Methods:

This was a prospective, single-center, observational study conducted at the Chonnam National University Hospital in Korea between April 2012 and May 2013. Patients were included in the study if they presented within 3 days of symptom onset, had evidence of acute cerebral ischemia on magnetic resonance imaging, and were not at high risk of cardioembolism. Information regarding stroke risk factors, comorbidities, and stroke severity was prospectively collected. All patients were treated with a 300 mg loading dose of aspirin followed by 100 mg daily. Patients who received anticoagulation were excluded from the study. Platelet reactivity was measured using the VerifyNow test.
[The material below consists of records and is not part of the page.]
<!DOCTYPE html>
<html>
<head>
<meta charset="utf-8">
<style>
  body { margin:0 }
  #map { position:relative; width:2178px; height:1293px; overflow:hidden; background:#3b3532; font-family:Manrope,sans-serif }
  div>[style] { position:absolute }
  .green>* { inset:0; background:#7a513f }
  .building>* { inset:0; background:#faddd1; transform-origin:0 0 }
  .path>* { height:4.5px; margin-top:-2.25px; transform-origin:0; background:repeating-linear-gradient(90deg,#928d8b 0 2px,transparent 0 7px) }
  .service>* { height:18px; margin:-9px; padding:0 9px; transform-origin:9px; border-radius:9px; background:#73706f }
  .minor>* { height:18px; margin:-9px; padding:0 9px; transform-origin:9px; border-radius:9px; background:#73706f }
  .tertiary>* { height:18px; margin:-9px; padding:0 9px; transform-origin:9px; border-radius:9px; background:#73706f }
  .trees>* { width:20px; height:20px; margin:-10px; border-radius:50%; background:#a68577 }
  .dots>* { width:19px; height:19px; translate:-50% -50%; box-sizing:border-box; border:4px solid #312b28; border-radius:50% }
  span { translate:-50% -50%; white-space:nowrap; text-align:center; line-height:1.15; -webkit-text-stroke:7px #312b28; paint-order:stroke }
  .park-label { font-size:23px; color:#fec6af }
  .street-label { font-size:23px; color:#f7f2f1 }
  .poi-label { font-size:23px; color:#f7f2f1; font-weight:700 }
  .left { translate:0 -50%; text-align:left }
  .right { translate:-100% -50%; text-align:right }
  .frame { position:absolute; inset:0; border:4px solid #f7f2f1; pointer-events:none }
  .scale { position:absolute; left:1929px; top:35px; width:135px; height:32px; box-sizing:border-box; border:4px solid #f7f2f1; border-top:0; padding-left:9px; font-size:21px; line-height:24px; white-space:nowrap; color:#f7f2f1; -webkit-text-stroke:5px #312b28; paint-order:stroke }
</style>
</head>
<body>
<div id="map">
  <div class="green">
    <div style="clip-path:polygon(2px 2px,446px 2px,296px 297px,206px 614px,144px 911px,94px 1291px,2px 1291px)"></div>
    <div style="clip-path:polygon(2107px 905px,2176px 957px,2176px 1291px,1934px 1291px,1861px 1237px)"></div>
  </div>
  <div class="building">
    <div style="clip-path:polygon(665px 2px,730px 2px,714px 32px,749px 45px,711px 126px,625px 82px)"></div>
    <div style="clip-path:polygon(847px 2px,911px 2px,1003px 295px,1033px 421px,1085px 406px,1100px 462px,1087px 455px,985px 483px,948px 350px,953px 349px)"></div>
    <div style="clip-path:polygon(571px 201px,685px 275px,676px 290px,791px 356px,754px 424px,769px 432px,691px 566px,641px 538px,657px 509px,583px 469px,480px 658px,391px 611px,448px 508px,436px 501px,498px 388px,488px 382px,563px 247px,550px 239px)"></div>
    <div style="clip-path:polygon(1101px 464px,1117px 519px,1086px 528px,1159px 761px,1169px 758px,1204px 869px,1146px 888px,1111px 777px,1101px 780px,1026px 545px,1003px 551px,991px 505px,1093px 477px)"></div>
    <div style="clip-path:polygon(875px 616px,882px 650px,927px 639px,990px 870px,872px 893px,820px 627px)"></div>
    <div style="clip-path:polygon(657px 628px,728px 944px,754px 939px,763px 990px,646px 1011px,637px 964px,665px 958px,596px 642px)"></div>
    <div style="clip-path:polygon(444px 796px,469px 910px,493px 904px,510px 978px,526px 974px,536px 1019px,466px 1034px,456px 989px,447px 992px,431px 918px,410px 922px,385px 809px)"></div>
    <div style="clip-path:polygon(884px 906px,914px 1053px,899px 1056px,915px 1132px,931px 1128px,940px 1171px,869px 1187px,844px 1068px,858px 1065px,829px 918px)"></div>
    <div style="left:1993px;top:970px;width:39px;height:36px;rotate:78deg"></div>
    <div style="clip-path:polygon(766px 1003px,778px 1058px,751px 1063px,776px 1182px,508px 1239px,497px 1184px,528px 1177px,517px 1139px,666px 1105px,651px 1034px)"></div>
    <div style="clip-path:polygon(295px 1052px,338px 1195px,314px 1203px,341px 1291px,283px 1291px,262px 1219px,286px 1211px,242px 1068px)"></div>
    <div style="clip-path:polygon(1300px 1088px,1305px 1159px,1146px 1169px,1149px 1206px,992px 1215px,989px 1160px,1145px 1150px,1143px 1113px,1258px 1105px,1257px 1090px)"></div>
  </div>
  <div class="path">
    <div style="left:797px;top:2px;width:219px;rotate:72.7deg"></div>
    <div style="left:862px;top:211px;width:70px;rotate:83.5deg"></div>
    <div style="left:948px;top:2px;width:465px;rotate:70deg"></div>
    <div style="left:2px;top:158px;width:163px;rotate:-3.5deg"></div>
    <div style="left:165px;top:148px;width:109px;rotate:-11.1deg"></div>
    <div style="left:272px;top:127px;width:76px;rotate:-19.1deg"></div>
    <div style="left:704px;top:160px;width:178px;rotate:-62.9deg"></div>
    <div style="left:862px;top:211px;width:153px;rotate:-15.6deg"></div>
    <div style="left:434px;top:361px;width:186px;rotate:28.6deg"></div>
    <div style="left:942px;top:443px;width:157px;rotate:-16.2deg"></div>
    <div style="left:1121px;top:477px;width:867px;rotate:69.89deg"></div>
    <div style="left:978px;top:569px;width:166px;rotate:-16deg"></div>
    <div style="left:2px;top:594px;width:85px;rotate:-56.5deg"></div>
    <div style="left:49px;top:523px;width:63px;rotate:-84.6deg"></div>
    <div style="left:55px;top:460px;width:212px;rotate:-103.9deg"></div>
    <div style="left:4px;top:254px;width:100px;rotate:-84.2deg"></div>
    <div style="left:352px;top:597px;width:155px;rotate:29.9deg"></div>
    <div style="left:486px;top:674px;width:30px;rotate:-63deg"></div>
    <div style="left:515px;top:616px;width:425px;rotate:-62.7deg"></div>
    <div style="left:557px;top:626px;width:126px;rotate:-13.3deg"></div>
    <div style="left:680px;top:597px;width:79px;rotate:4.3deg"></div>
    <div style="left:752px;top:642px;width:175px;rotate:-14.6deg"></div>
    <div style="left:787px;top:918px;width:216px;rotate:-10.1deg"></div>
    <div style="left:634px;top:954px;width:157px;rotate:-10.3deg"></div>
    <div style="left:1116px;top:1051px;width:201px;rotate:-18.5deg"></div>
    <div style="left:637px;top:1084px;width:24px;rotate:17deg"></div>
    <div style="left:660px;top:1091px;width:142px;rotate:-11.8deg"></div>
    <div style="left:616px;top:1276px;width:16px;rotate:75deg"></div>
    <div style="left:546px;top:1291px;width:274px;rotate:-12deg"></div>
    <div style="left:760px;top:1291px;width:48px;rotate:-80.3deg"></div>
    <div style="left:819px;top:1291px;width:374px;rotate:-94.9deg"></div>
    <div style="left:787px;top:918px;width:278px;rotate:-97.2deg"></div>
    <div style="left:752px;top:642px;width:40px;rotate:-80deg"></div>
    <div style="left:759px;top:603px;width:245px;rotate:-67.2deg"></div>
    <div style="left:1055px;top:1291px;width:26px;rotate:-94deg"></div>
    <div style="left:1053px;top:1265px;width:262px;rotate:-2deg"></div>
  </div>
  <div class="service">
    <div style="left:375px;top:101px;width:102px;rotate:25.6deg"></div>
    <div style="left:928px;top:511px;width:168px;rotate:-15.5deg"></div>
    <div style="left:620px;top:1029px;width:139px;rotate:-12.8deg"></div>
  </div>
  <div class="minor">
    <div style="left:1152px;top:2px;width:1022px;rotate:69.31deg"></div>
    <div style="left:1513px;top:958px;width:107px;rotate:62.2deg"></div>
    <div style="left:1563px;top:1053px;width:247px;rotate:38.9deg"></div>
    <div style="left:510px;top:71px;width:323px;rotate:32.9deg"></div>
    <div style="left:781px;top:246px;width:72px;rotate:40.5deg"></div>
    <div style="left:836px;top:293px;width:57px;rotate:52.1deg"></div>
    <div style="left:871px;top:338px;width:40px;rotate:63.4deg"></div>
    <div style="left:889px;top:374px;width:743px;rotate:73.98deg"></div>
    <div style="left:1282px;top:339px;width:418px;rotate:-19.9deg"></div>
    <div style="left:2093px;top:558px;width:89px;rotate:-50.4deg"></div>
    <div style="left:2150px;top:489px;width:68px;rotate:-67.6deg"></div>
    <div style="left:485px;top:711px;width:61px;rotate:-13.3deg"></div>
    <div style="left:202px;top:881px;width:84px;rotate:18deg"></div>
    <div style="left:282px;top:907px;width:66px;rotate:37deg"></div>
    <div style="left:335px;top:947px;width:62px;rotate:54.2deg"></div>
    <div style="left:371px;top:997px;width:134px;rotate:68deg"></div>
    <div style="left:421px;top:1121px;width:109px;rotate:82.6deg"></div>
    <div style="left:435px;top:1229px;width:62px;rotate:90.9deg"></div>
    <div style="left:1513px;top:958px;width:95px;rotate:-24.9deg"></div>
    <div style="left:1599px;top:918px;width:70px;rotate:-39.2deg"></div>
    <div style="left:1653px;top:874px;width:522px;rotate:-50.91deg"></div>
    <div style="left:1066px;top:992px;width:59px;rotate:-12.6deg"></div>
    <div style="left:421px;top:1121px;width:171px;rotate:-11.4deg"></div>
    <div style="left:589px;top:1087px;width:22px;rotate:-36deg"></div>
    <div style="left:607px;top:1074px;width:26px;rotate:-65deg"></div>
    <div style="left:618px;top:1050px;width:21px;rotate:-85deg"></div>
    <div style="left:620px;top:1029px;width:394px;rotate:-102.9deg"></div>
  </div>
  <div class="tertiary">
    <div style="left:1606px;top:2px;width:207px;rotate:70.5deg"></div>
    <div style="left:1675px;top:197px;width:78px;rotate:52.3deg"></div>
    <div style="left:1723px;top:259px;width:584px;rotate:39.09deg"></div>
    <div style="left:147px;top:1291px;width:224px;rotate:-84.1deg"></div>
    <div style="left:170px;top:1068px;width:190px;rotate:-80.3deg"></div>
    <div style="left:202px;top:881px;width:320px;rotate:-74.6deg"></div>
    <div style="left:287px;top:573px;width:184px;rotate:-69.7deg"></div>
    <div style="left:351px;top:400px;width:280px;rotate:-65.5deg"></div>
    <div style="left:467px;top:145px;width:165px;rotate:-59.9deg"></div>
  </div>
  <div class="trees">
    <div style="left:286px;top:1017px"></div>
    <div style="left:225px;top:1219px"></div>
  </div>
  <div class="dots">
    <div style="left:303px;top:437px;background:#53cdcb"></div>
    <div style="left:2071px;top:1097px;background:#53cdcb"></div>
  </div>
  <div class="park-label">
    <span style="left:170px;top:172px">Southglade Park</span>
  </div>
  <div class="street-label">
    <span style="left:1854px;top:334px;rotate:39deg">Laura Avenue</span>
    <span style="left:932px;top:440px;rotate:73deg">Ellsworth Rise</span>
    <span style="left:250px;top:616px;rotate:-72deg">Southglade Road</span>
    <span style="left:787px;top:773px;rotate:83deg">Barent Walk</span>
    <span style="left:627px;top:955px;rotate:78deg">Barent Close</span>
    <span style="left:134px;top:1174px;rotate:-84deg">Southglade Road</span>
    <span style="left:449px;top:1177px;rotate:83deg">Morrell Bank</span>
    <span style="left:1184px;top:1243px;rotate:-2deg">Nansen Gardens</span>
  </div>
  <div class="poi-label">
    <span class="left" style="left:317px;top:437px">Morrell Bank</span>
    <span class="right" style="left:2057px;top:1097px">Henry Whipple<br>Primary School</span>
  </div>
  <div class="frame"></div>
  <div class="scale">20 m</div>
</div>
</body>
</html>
Initial testing was performed 3 hours after aspirin administration in the emergency department, and a follow-up test was performed on the fifth day of aspirin use. Patients were classified as being aspirin resistant if the aspirin reaction unit (ARU) was >550 IU. The change in ARU between the initial and subsequent testing was calculated, and these values were divided into quartiles (< -70 IU; -70 to -18 IU; -18 to 16 IU; and >16 IU). Early neurological deterioration (END) was the primary clinical outcome of the study and defined as an increase in the National Institutes of Health Stroke Score (NIHSS; a measure of stroke severity) by >1 point. Multivariable logistic regression was used to find factors associated with END. The relationship between the change in ARU and END was also analyzed.